Sebelumnya, Ika telah melaporkan kematian putranya ke Sentra Pelayanan Kepolisian Terpadu Polda Sumut pada Rabu, 22 Juli 2026. Laporan tersebut tercatat dengan nomor STTLP/B/1185/VII/2026/SPKT/Polda Sumatera Utara. Perkara dilaporkan sebagai dugaan tindak pidana yang menyebabkan korban meninggal dunia.

Keluarga Meminta Pelaku Segera Diungkap

Ika berharap pemeriksaan terhadap dua saksi dapat mempercepat pengungkapan perkara. Sebagai ibu, ia menginginkan penyelidikan dilakukan secara menyeluruh agar penyebab kematian anaknya diketahui dan pihak yang bertanggung jawab dapat diproses berdasarkan hukum.

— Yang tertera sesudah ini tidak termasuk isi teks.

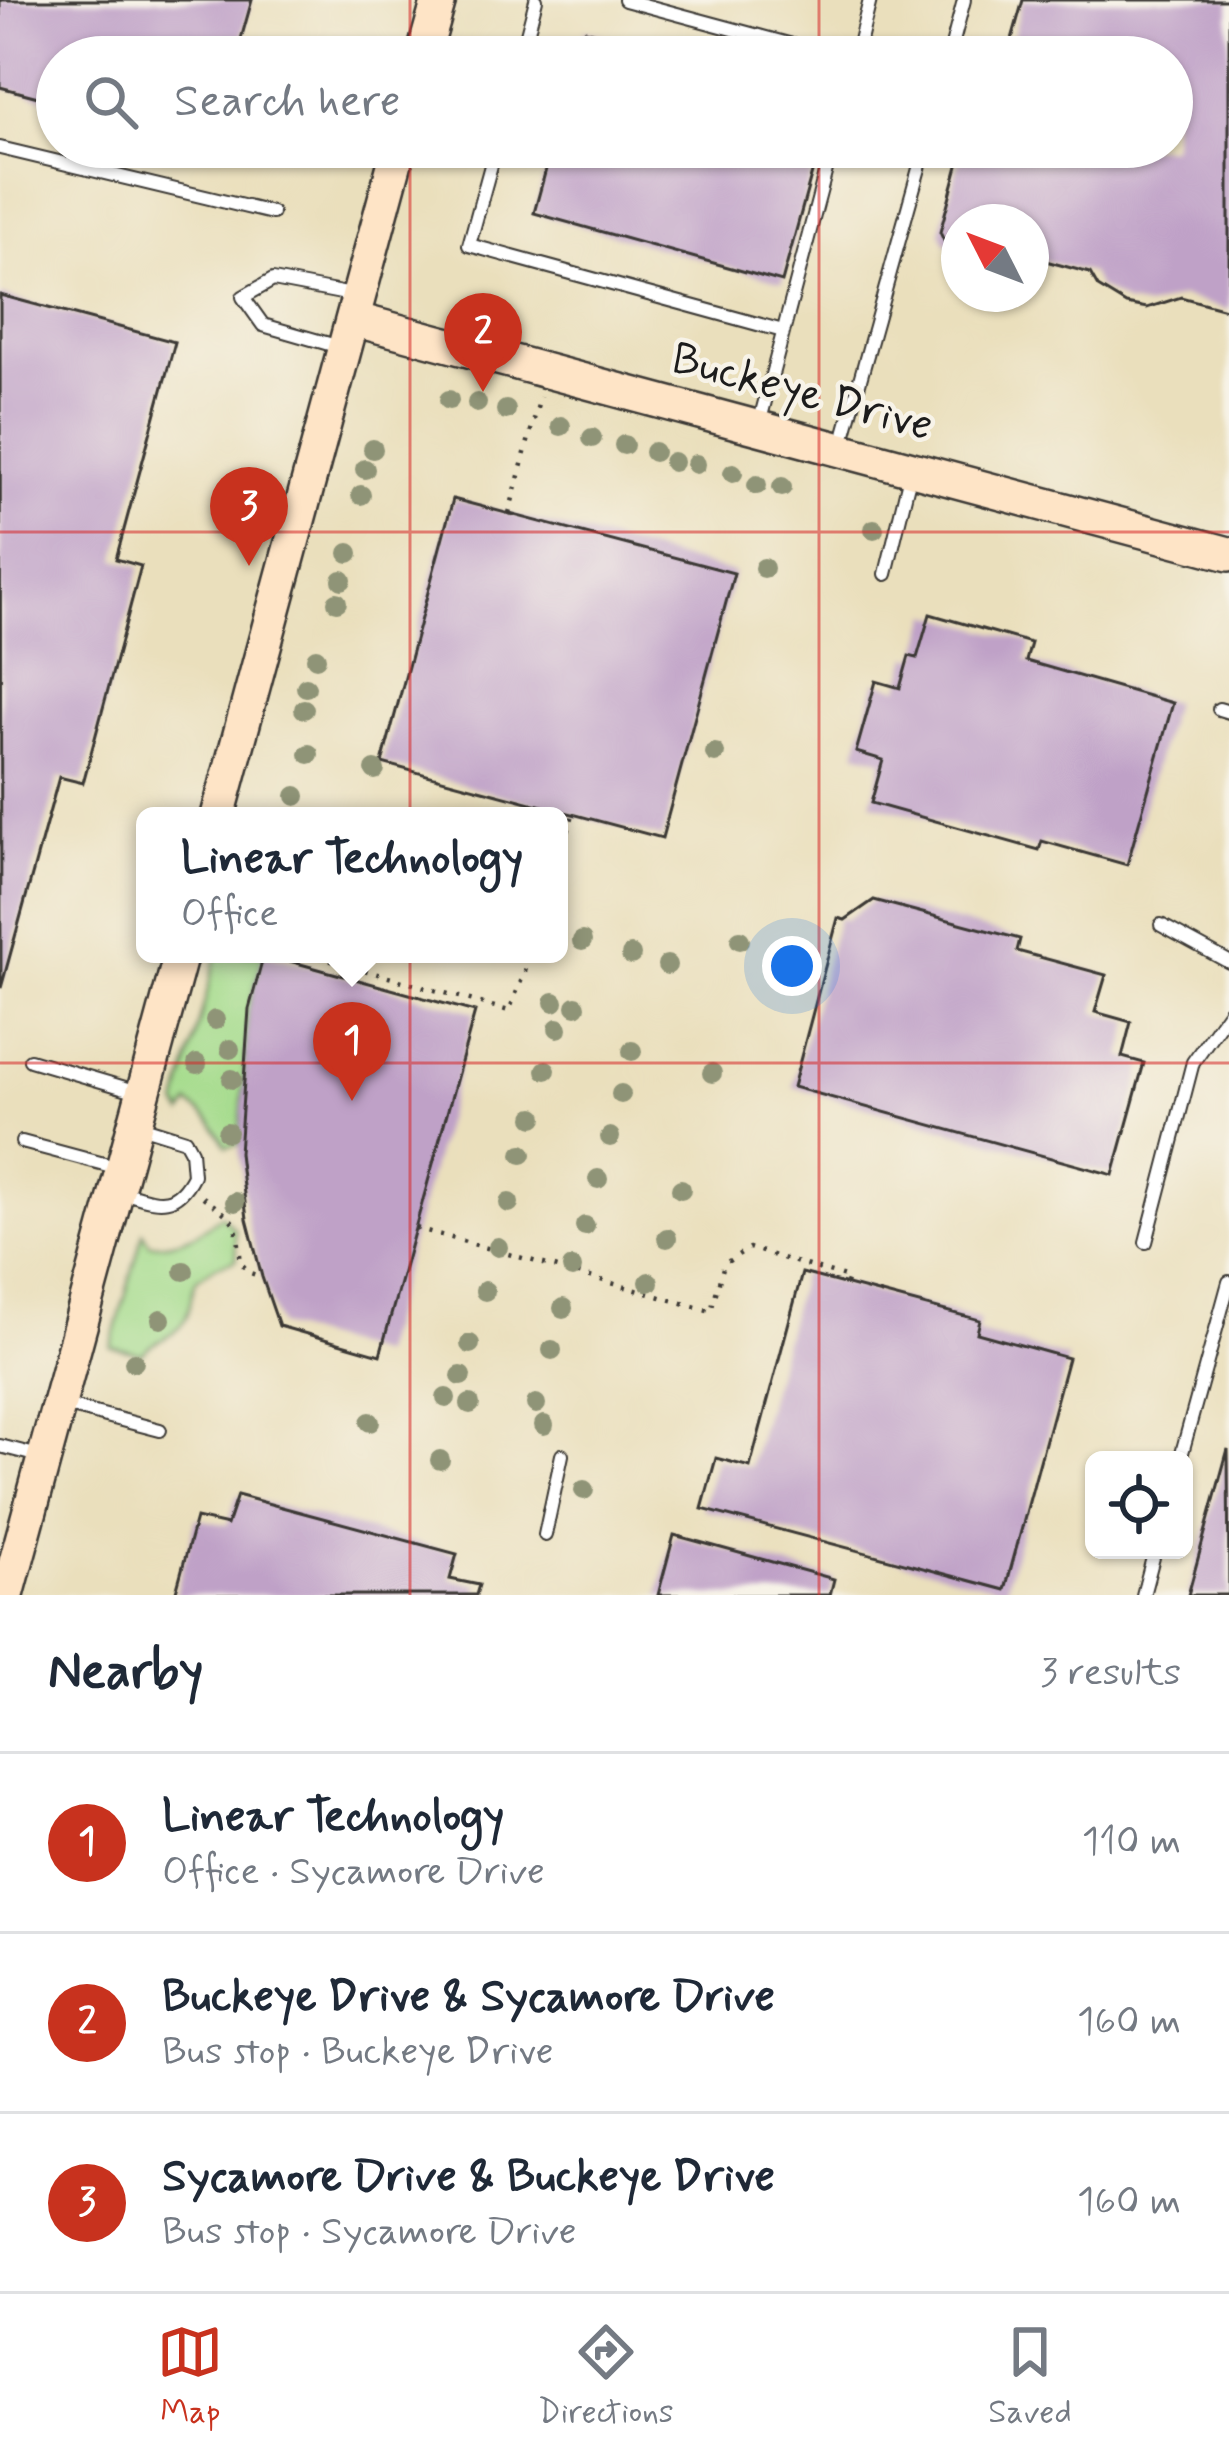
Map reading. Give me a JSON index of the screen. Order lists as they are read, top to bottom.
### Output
{
  "streets": {
    "street": ["Buckeye Drive"]
  },
  "north": "top left",
  "page": {
    "search": "Search here",
    "pins": ["2", "3", "1"],
    "popup": ["Linear Technology", "Office"],
    "heading": ["Nearby", "3 results"],
    "list": [
      {
        "mark": "1",
        "name": "Linear Technology",
        "note": "Office · Sycamore Drive",
        "value": "110 m"
      },
      {
        "mark": "2",
        "name": "Buckeye Drive & Sycamore Drive",
        "note": "Bus stop · Buckeye Drive",
        "value": "160 m"
      },
      {
        "mark": "3",
        "name": "Sycamore Drive & Buckeye Drive",
        "note": "Bus stop · Sycamore Drive",
        "value": "160 m"
      }
    ],
    "nav": ["Map", "Directions", "Saved"]
  }
}
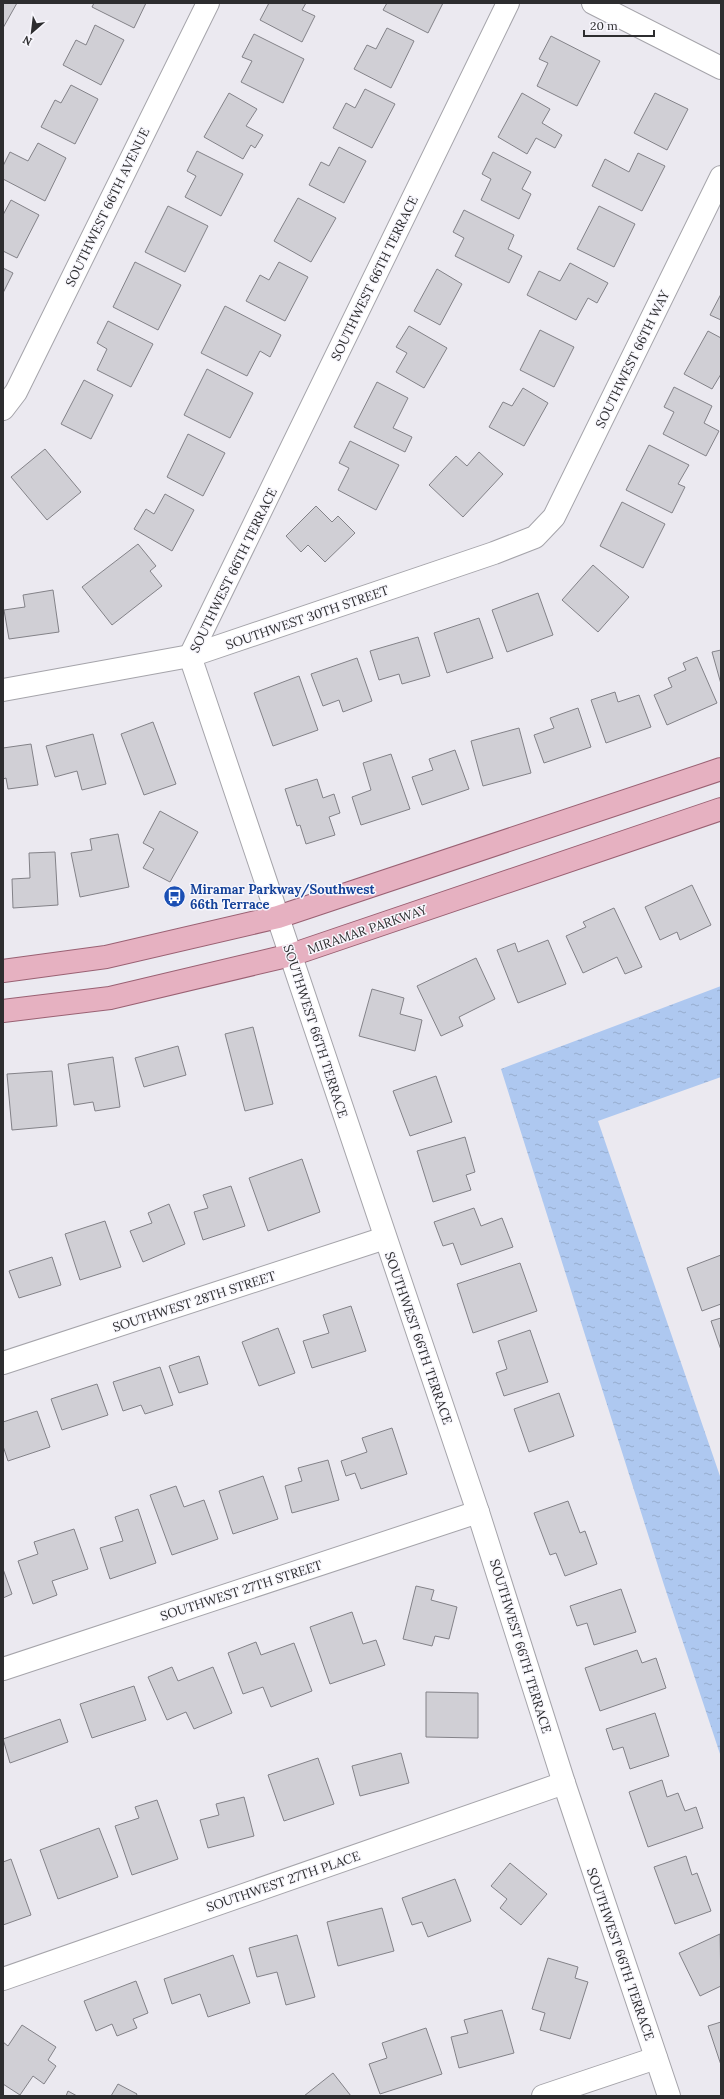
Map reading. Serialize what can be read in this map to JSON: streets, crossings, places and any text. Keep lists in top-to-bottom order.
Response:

Keluarga mengaku belum dapat menerima kepergian Daffa secara mendadak. Beberapa jam sebelum kejadian, korban disebut masih sempat berkumpul dan makan bersama keluarganya. Kabar bahwa Daffa berada di rumah sakit kemudian disampaikan oleh teman-temannya kepada keluarga.

Saat tiba di rumah sakit, keluarga mendapati Daffa telah meninggal dunia. Korban mengalami luka berat pada bagian wajah, terutama mata kiri, yang diduga terkena tembakan ketika keributan berlangsung.

Berdasarkan informasi awal yang diterima keluarga, Daffa berada di sekitar lokasi bentrokan bersama seorang temannya. Namun, kronologi lengkap, asal tembakan, jenis senjata yang digunakan, dan pihak yang melepaskannya masih membutuhkan pembuktian dari kepolisian.

Karena itu, seluruh informasi mengenai pelaku maupun kelompok yang terlibat belum dapat dianggap sebagai kesimpulan hukum sebelum penyidik menyelesaikan pemeriksaan.

Menunggu Perkembangan dari Polda Sumut

Kasus kematian Daffa menjadi perhatian karena melibatkan seorang pelajar yang diduga terkena tembakan di tengah keributan. Keluarga meminta aparat tidak berhenti pada pemeriksaan saksi, tetapi juga menelusuri seluruh pihak yang berada di lokasi saat kejadian.

Ika menegaskan bahwa upayanya mendatangi Polda Sumut merupakan bentuk perjuangan untuk memperoleh keadilan bagi putranya. Ia berharap bukti dan keterangan para saksi dapat menjadi petunjuk penting bagi penyidik dalam menemukan pihak yang bertanggung jawab.

Hingga berita ini ditulis, proses penyelidikan masih berjalan. Publik diimbau tidak menyebarkan tuduhan atau identitas terduga pelaku yang belum dikonfirmasi secara resmi. Perkembangan perkara selanjutnya menunggu hasil pemeriksaan dan keterangan dari Polda Sumatera Utara.